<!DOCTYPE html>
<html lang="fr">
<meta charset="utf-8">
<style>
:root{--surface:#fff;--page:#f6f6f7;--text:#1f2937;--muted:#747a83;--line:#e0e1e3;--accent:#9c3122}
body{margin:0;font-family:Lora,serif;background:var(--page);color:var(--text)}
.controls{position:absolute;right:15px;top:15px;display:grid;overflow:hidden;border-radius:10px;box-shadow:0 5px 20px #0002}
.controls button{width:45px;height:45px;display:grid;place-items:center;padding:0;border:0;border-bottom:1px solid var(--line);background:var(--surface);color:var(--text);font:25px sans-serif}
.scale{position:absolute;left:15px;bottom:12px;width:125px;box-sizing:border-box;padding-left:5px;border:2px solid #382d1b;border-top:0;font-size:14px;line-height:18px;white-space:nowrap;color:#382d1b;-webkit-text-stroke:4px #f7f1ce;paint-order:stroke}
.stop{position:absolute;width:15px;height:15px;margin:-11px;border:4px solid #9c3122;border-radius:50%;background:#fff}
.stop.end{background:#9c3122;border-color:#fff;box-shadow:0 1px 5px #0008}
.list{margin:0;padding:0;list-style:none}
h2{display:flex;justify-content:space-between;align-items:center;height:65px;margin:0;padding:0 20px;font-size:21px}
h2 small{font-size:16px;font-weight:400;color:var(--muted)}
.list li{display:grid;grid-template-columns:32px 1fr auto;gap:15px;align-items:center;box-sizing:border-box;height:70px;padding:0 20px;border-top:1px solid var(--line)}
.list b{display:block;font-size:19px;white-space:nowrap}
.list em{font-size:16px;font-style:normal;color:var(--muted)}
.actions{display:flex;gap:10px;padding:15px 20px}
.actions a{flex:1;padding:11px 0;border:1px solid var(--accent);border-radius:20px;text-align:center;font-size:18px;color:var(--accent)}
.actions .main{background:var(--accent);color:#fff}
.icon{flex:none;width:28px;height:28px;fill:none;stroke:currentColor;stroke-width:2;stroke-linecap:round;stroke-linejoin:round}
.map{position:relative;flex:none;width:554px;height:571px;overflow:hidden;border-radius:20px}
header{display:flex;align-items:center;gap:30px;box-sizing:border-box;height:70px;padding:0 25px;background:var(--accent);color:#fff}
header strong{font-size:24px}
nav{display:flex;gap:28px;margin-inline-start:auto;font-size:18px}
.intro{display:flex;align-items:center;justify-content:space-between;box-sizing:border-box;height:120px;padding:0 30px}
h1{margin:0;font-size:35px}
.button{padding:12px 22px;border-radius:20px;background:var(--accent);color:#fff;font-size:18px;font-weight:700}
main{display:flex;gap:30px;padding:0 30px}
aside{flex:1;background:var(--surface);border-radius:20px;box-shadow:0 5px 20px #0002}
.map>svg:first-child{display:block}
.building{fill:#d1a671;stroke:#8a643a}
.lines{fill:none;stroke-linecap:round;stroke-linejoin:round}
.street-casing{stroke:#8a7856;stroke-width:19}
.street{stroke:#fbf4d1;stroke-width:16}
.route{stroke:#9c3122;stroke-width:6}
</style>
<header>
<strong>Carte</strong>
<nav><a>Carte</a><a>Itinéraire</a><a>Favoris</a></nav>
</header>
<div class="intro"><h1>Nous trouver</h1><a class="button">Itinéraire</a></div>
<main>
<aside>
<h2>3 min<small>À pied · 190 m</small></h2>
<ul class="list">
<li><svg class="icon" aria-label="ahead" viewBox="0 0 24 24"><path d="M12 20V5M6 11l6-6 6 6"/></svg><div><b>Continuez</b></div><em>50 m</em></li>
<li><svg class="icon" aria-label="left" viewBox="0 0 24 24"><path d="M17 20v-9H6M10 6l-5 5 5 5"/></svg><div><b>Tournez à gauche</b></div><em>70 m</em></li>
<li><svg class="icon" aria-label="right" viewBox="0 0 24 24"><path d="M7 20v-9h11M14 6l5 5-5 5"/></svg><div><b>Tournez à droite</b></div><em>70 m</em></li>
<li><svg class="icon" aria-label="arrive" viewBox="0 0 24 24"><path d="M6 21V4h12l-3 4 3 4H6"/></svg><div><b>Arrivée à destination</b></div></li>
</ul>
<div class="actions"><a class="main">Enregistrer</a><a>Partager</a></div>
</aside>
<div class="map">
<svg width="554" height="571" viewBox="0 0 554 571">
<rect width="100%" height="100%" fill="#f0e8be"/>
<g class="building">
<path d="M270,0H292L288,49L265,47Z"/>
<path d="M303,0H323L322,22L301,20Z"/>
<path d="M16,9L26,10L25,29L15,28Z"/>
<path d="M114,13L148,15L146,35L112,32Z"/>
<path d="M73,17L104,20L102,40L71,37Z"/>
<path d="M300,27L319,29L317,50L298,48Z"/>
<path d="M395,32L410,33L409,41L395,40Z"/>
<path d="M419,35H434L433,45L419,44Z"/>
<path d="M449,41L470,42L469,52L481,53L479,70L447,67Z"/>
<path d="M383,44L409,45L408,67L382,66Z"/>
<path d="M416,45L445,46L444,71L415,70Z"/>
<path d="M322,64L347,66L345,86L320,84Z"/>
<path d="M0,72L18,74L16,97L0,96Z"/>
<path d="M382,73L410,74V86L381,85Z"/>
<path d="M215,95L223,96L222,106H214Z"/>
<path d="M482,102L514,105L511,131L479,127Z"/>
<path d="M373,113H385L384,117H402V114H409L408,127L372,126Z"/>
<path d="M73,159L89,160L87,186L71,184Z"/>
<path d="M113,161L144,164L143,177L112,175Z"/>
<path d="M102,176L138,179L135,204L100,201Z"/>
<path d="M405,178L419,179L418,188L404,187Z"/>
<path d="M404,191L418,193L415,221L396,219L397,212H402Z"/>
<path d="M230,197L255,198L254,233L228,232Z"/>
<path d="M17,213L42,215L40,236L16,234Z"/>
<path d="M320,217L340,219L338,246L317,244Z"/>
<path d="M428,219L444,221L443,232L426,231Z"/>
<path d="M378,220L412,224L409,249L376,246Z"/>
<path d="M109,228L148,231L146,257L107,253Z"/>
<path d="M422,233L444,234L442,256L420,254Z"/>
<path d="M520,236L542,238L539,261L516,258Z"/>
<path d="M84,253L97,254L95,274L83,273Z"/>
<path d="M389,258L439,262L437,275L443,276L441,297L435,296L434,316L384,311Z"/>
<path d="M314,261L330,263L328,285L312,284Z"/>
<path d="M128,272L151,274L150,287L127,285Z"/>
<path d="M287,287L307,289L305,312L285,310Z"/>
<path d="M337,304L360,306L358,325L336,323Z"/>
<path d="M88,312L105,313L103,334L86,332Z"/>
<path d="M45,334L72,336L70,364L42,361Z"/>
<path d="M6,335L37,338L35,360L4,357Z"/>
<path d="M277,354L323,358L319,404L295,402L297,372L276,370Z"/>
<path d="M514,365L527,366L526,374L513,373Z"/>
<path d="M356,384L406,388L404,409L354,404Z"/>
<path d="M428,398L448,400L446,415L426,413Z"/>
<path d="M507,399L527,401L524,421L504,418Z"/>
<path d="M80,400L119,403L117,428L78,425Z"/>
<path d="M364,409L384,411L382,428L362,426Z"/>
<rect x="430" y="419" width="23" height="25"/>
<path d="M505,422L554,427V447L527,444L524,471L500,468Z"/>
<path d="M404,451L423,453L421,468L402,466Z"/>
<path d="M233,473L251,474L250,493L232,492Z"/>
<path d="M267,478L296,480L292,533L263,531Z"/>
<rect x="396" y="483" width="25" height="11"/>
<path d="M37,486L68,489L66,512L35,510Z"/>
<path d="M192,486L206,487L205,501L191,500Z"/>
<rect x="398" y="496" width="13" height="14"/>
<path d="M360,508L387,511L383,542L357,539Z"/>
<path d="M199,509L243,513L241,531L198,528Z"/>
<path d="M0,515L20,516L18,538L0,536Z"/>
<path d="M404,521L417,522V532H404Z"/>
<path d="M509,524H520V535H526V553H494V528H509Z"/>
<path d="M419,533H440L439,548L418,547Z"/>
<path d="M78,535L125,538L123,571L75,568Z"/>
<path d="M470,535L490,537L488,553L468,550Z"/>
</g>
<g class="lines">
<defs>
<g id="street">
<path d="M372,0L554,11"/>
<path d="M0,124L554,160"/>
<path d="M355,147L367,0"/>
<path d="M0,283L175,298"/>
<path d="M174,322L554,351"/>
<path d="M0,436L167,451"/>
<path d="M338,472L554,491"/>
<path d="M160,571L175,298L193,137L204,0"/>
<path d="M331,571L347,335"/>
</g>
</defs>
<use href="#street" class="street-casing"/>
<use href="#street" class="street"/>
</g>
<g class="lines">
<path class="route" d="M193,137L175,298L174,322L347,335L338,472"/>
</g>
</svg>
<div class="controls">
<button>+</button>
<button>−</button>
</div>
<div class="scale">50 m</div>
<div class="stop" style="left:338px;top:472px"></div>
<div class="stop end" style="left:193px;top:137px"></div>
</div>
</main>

• [Directions for this task]:
Select, from the listing, all lines that include the word "grid".

• [Answer space]:
.controls{position:absolute;right:15px;top:15px;display:grid;overflow:hidden;border-radius:10px;box-shadow:0 5px 20px #0002}
.controls button{width:45px;height:45px;display:grid;place-items:center;padding:0;border:0;border-bottom:1px solid var(--line);background:var(--surface);color:var(--text);font:25px sans-serif}
.list li{display:grid;grid-template-columns:32px 1fr auto;gap:15px;align-items:center;box-sizing:border-box;height:70px;padding:0 20px;border-top:1px solid var(--line)}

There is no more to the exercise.